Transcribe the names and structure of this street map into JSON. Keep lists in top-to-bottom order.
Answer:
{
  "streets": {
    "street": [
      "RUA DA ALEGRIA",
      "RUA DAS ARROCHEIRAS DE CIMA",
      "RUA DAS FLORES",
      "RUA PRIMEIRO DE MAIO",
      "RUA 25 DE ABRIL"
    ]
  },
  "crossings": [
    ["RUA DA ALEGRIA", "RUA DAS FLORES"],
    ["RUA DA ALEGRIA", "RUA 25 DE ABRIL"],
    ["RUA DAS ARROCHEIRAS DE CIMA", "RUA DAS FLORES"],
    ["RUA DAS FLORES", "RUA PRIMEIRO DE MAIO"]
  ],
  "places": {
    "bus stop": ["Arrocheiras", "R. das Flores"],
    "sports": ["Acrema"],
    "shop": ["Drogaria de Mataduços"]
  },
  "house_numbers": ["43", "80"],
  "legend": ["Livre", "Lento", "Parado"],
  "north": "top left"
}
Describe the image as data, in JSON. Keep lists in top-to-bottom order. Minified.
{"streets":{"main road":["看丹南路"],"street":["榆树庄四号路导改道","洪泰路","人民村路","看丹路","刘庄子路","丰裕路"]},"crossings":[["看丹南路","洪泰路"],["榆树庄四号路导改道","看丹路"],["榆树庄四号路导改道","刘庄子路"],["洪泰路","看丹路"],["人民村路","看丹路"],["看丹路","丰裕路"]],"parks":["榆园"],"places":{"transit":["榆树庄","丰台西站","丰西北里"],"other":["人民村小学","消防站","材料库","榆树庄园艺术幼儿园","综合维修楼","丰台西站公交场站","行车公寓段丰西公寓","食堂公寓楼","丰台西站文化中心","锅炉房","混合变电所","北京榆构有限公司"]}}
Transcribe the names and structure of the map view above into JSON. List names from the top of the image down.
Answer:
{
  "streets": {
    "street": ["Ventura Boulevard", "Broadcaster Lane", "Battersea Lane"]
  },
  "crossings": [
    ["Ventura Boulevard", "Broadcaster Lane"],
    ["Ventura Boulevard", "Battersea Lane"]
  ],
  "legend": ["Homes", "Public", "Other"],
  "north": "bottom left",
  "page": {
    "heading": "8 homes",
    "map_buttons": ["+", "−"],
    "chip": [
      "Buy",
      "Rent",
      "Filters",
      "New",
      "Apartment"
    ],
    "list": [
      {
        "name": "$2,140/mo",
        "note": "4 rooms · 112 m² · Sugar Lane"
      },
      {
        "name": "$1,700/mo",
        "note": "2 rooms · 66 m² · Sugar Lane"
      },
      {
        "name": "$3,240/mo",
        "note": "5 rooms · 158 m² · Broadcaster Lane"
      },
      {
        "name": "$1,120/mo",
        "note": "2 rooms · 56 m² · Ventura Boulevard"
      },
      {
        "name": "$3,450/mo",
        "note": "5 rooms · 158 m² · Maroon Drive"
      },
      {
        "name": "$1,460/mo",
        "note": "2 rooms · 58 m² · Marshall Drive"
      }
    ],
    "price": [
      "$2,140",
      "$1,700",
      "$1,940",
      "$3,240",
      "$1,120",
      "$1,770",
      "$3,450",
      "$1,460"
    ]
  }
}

○ ○ ○ ○ ○ ○ ○

Report the number of lines above containing the word "legend", with no other text.

> [Solution to the exercise]:
2